DATA LISTING
------------------------
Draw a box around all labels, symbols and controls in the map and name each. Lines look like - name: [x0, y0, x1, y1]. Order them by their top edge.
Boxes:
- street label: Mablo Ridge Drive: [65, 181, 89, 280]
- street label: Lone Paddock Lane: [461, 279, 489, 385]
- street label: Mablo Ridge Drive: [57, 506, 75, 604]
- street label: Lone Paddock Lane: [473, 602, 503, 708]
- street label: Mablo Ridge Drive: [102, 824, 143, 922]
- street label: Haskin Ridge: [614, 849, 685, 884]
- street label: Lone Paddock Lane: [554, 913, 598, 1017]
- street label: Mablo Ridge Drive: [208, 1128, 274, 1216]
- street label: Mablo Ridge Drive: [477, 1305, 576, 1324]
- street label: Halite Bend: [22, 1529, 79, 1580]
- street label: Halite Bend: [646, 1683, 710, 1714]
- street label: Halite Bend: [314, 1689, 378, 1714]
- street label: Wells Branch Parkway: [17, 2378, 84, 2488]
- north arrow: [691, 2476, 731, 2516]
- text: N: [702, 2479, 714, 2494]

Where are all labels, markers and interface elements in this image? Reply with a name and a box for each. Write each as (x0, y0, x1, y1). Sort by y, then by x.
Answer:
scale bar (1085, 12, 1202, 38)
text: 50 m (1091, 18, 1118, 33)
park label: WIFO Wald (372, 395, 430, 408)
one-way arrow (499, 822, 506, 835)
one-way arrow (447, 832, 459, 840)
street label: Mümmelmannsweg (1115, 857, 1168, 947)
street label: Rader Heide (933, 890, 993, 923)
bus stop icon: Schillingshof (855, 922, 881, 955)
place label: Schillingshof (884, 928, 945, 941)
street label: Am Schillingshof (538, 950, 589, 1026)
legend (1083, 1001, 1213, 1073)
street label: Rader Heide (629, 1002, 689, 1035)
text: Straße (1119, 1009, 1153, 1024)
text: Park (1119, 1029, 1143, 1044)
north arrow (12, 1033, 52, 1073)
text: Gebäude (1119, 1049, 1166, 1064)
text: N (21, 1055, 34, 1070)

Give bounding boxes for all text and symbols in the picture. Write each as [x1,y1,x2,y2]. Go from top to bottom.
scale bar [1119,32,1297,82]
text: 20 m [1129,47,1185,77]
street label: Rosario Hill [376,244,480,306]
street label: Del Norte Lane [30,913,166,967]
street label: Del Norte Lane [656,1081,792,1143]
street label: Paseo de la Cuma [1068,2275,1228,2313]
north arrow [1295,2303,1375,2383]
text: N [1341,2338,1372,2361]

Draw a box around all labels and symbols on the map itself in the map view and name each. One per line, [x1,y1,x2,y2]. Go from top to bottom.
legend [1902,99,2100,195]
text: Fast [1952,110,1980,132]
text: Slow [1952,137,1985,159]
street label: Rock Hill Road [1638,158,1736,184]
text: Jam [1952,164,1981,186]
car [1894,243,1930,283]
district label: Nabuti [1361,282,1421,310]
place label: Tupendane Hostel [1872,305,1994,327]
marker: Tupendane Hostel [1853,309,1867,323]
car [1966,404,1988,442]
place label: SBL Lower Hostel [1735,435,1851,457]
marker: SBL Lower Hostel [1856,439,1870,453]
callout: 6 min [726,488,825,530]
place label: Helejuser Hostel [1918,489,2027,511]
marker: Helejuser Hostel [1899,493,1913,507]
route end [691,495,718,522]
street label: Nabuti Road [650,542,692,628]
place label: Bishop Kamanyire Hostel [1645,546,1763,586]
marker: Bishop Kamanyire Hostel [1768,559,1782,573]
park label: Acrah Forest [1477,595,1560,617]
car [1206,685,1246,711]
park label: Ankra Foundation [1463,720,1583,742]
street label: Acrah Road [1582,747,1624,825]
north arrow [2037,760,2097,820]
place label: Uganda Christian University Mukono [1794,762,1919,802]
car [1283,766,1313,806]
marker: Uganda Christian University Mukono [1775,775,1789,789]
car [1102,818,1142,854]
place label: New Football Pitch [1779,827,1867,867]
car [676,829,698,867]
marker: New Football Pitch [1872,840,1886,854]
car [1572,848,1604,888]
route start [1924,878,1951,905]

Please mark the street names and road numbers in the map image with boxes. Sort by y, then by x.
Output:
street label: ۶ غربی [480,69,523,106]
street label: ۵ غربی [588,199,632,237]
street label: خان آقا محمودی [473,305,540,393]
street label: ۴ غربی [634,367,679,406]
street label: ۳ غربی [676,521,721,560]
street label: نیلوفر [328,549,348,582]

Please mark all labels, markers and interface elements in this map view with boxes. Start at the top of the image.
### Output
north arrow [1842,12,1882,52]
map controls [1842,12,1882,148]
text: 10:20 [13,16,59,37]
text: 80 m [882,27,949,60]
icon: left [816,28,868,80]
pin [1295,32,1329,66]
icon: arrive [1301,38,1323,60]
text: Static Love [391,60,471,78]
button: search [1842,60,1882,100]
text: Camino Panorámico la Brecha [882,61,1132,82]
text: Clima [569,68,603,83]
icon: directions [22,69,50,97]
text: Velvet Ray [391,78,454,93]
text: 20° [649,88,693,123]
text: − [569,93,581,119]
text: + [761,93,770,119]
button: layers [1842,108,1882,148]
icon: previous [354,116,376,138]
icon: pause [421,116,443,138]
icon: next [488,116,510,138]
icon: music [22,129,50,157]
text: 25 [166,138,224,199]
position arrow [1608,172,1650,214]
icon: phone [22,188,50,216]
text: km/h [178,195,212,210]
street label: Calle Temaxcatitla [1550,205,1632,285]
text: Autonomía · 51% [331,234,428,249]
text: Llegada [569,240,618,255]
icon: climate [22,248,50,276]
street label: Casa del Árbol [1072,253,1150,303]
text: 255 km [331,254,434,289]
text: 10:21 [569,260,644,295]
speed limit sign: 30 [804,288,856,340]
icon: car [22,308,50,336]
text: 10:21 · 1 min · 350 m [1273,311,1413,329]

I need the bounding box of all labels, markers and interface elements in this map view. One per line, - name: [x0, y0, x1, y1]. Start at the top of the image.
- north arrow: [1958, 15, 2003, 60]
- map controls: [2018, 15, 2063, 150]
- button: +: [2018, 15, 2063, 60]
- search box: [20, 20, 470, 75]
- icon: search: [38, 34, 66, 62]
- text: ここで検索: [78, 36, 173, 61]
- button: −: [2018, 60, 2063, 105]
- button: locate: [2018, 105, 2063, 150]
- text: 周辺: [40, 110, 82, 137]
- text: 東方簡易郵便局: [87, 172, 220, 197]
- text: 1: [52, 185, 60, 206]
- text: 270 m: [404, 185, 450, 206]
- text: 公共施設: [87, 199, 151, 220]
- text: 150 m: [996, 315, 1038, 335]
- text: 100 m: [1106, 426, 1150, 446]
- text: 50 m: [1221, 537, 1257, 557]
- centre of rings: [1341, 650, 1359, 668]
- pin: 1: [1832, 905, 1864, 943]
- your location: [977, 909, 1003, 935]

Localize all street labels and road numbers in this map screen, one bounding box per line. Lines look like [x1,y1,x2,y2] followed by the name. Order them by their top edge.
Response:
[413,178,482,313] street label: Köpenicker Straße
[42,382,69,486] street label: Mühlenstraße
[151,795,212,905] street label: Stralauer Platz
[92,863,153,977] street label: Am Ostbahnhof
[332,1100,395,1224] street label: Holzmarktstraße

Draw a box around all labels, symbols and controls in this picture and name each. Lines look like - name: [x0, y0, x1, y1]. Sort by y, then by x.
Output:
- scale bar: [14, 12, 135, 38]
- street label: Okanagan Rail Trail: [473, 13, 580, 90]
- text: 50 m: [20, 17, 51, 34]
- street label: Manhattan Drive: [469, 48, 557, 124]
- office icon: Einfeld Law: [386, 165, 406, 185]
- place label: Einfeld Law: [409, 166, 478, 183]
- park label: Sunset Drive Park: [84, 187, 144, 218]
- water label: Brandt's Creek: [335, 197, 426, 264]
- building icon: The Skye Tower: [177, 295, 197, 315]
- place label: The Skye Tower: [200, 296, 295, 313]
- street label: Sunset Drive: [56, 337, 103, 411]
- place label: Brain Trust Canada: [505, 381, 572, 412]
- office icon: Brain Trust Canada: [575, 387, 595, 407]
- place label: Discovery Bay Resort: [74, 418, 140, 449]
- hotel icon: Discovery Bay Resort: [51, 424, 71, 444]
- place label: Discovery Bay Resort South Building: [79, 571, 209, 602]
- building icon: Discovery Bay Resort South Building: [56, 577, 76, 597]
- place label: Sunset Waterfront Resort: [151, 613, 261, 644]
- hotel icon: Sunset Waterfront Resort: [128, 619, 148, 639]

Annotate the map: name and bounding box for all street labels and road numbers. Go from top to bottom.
------------------------
Extract from the listing above the lines between the line containing "Please mark the" and the line containing "Please mark all", keeping both of those lines. Output nothing else.

OUTPUT OF THE EXERCISE
Please mark the street names and road numbers in the map image with boxes. Sort by y, then by x.
Output:
street label: ۶ غربی [480,69,523,106]
street label: ۵ غربی [588,199,632,237]
street label: خان آقا محمودی [473,305,540,393]
street label: ۴ غربی [634,367,679,406]
street label: ۳ غربی [676,521,721,560]
street label: نیلوفر [328,549,348,582]

Please mark all labels, markers and interface elements in this map view with boxes. Start at the top of the image.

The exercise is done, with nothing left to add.